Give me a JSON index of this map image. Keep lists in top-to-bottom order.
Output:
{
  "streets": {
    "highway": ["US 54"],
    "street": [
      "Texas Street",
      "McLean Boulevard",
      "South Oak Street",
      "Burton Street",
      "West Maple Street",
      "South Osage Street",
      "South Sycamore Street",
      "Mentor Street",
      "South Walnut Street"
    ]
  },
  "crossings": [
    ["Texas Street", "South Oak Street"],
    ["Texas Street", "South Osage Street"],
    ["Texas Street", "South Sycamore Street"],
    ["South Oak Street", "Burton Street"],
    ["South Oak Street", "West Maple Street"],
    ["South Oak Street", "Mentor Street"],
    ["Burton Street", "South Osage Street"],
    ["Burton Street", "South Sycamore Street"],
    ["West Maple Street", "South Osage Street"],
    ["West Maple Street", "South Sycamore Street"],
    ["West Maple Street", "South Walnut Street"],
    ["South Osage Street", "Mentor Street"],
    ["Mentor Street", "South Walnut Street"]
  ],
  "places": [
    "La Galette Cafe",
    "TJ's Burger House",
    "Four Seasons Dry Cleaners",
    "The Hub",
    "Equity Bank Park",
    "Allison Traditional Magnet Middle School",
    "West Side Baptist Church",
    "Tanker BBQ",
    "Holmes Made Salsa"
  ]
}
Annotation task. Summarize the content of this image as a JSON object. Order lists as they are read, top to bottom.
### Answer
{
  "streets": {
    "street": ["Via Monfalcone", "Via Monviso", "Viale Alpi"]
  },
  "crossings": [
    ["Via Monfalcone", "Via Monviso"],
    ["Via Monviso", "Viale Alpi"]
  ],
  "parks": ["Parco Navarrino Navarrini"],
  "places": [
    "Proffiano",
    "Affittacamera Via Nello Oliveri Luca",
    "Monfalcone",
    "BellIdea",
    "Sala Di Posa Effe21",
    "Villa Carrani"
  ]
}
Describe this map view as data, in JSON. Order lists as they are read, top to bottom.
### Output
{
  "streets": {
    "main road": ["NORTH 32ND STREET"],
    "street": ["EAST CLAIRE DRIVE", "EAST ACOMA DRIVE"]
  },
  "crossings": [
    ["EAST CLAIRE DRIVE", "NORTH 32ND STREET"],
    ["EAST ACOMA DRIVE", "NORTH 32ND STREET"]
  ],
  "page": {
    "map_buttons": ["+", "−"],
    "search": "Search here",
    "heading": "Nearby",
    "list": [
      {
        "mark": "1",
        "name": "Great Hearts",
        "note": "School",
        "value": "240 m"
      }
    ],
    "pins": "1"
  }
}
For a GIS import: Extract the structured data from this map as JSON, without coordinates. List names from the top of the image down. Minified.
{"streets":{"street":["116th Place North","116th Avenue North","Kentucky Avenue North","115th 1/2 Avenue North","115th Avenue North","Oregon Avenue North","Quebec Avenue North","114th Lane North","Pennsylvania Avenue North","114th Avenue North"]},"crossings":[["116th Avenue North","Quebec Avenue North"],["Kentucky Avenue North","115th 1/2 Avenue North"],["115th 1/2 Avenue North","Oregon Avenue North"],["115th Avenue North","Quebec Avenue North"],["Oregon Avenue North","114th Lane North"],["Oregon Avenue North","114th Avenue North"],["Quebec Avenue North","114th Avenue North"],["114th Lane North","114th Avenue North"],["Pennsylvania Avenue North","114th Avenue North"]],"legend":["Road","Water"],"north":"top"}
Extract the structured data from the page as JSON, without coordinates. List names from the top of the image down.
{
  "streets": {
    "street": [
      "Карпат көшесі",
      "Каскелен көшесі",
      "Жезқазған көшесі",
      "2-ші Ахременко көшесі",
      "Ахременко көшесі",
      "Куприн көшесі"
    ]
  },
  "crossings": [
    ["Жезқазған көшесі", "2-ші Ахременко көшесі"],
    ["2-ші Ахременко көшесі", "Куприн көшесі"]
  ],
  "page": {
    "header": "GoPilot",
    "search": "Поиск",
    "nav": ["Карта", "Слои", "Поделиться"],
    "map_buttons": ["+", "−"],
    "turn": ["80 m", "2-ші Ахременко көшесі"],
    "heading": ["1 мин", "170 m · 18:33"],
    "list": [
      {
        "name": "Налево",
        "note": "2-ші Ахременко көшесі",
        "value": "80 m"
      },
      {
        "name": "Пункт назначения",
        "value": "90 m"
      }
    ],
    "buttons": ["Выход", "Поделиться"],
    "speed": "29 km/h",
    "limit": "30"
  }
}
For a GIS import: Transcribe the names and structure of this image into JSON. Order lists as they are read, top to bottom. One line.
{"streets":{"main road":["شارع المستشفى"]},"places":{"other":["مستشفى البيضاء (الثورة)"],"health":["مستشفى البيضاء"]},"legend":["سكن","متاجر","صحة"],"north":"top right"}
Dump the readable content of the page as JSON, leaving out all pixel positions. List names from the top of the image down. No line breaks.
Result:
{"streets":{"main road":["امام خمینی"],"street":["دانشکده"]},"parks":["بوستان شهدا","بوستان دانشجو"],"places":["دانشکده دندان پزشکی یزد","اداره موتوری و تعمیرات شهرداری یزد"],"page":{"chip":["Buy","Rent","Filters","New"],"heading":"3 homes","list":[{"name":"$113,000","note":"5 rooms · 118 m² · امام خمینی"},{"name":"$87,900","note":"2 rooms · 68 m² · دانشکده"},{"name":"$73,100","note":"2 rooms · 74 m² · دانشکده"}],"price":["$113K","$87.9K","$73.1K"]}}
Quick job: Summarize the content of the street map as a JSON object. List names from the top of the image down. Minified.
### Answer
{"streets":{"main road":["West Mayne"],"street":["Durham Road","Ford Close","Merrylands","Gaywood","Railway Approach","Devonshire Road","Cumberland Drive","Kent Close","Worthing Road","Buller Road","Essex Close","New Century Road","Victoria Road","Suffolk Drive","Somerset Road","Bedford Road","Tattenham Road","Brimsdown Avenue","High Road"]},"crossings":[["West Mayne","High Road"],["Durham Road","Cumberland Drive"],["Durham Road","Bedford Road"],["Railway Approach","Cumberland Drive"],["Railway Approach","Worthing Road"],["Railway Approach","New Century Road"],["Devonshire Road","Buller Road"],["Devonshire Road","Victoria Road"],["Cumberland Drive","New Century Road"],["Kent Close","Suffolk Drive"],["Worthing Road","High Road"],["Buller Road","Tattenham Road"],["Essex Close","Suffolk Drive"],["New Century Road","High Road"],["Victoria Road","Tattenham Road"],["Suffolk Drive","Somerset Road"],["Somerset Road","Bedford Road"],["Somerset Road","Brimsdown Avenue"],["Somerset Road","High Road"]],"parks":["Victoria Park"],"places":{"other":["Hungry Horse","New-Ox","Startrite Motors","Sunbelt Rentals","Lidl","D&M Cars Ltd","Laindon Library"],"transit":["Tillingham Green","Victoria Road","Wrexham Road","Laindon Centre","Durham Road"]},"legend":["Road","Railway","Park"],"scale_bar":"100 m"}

+++

The full listing must come back exactly as given.

▸ **Task response**
Give me a JSON index of this map image. Keep lists in top-to-bottom order.
Output:
{
  "streets": {
    "highway": ["US 54"],
    "street": [
      "Texas Street",
      "McLean Boulevard",
      "South Oak Street",
      "Burton Street",
      "West Maple Street",
      "South Osage Street",
      "South Sycamore Street",
      "Mentor Street",
      "South Walnut Street"
    ]
  },
  "crossings": [
    ["Texas Street", "South Oak Street"],
    ["Texas Street", "South Osage Street"],
    ["Texas Street", "South Sycamore Street"],
    ["South Oak Street", "Burton Street"],
    ["South Oak Street", "West Maple Street"],
    ["South Oak Street", "Mentor Street"],
    ["Burton Street", "South Osage Street"],
    ["Burton Street", "South Sycamore Street"],
    ["West Maple Street", "South Osage Street"],
    ["West Maple Street", "South Sycamore Street"],
    ["West Maple Street", "South Walnut Street"],
    ["South Osage Street", "Mentor Street"],
    ["Mentor Street", "South Walnut Street"]
  ],
  "places": [
    "La Galette Cafe",
    "TJ's Burger House",
    "Four Seasons Dry Cleaners",
    "The Hub",
    "Equity Bank Park",
    "Allison Traditional Magnet Middle School",
    "West Side Baptist Church",
    "Tanker BBQ",
    "Holmes Made Salsa"
  ]
}
Annotation task. Summarize the content of this image as a JSON object. Order lists as they are read, top to bottom.
### Answer
{
  "streets": {
    "street": ["Via Monfalcone", "Via Monviso", "Viale Alpi"]
  },
  "crossings": [
    ["Via Monfalcone", "Via Monviso"],
    ["Via Monviso", "Viale Alpi"]
  ],
  "parks": ["Parco Navarrino Navarrini"],
  "places": [
    "Proffiano",
    "Affittacamera Via Nello Oliveri Luca",
    "Monfalcone",
    "BellIdea",
    "Sala Di Posa Effe21",
    "Villa Carrani"
  ]
}
Describe this map view as data, in JSON. Order lists as they are read, top to bottom.
### Output
{
  "streets": {
    "main road": ["NORTH 32ND STREET"],
    "street": ["EAST CLAIRE DRIVE", "EAST ACOMA DRIVE"]
  },
  "crossings": [
    ["EAST CLAIRE DRIVE", "NORTH 32ND STREET"],
    ["EAST ACOMA DRIVE", "NORTH 32ND STREET"]
  ],
  "page": {
    "map_buttons": ["+", "−"],
    "search": "Search here",
    "heading": "Nearby",
    "list": [
      {
        "mark": "1",
        "name": "Great Hearts",
        "note": "School",
        "value": "240 m"
      }
    ],
    "pins": "1"
  }
}
For a GIS import: Extract the structured data from this map as JSON, without coordinates. List names from the top of the image down. Minified.
{"streets":{"street":["116th Place North","116th Avenue North","Kentucky Avenue North","115th 1/2 Avenue North","115th Avenue North","Oregon Avenue North","Quebec Avenue North","114th Lane North","Pennsylvania Avenue North","114th Avenue North"]},"crossings":[["116th Avenue North","Quebec Avenue North"],["Kentucky Avenue North","115th 1/2 Avenue North"],["115th 1/2 Avenue North","Oregon Avenue North"],["115th Avenue North","Quebec Avenue North"],["Oregon Avenue North","114th Lane North"],["Oregon Avenue North","114th Avenue North"],["Quebec Avenue North","114th Avenue North"],["114th Lane North","114th Avenue North"],["Pennsylvania Avenue North","114th Avenue North"]],"legend":["Road","Water"],"north":"top"}
Extract the structured data from the page as JSON, without coordinates. List names from the top of the image down.
{
  "streets": {
    "street": [
      "Карпат көшесі",
      "Каскелен көшесі",
      "Жезқазған көшесі",
      "2-ші Ахременко көшесі",
      "Ахременко көшесі",
      "Куприн көшесі"
    ]
  },
  "crossings": [
    ["Жезқазған көшесі", "2-ші Ахременко көшесі"],
    ["2-ші Ахременко көшесі", "Куприн көшесі"]
  ],
  "page": {
    "header": "GoPilot",
    "search": "Поиск",
    "nav": ["Карта", "Слои", "Поделиться"],
    "map_buttons": ["+", "−"],
    "turn": ["80 m", "2-ші Ахременко көшесі"],
    "heading": ["1 мин", "170 m · 18:33"],
    "list": [
      {
        "name": "Налево",
        "note": "2-ші Ахременко көшесі",
        "value": "80 m"
      },
      {
        "name": "Пункт назначения",
        "value": "90 m"
      }
    ],
    "buttons": ["Выход", "Поделиться"],
    "speed": "29 km/h",
    "limit": "30"
  }
}
For a GIS import: Transcribe the names and structure of this image into JSON. Order lists as they are read, top to bottom. One line.
{"streets":{"main road":["شارع المستشفى"]},"places":{"other":["مستشفى البيضاء (الثورة)"],"health":["مستشفى البيضاء"]},"legend":["سكن","متاجر","صحة"],"north":"top right"}
Dump the readable content of the page as JSON, leaving out all pixel positions. List names from the top of the image down. No line breaks.
Result:
{"streets":{"main road":["امام خمینی"],"street":["دانشکده"]},"parks":["بوستان شهدا","بوستان دانشجو"],"places":["دانشکده دندان پزشکی یزد","اداره موتوری و تعمیرات شهرداری یزد"],"page":{"chip":["Buy","Rent","Filters","New"],"heading":"3 homes","list":[{"name":"$113,000","note":"5 rooms · 118 m² · امام خمینی"},{"name":"$87,900","note":"2 rooms · 68 m² · دانشکده"},{"name":"$73,100","note":"2 rooms · 74 m² · دانشکده"}],"price":["$113K","$87.9K","$73.1K"]}}
Quick job: Summarize the content of the street map as a JSON object. List names from the top of the image down. Minified.
### Answer
{"streets":{"main road":["West Mayne"],"street":["Durham Road","Ford Close","Merrylands","Gaywood","Railway Approach","Devonshire Road","Cumberland Drive","Kent Close","Worthing Road","Buller Road","Essex Close","New Century Road","Victoria Road","Suffolk Drive","Somerset Road","Bedford Road","Tattenham Road","Brimsdown Avenue","High Road"]},"crossings":[["West Mayne","High Road"],["Durham Road","Cumberland Drive"],["Durham Road","Bedford Road"],["Railway Approach","Cumberland Drive"],["Railway Approach","Worthing Road"],["Railway Approach","New Century Road"],["Devonshire Road","Buller Road"],["Devonshire Road","Victoria Road"],["Cumberland Drive","New Century Road"],["Kent Close","Suffolk Drive"],["Worthing Road","High Road"],["Buller Road","Tattenham Road"],["Essex Close","Suffolk Drive"],["New Century Road","High Road"],["Victoria Road","Tattenham Road"],["Suffolk Drive","Somerset Road"],["Somerset Road","Bedford Road"],["Somerset Road","Brimsdown Avenue"],["Somerset Road","High Road"]],"parks":["Victoria Park"],"places":{"other":["Hungry Horse","New-Ox","Startrite Motors","Sunbelt Rentals","Lidl","D&M Cars Ltd","Laindon Library"],"transit":["Tillingham Green","Victoria Road","Wrexham Road","Laindon Centre","Durham Road"]},"legend":["Road","Railway","Park"],"scale_bar":"100 m"}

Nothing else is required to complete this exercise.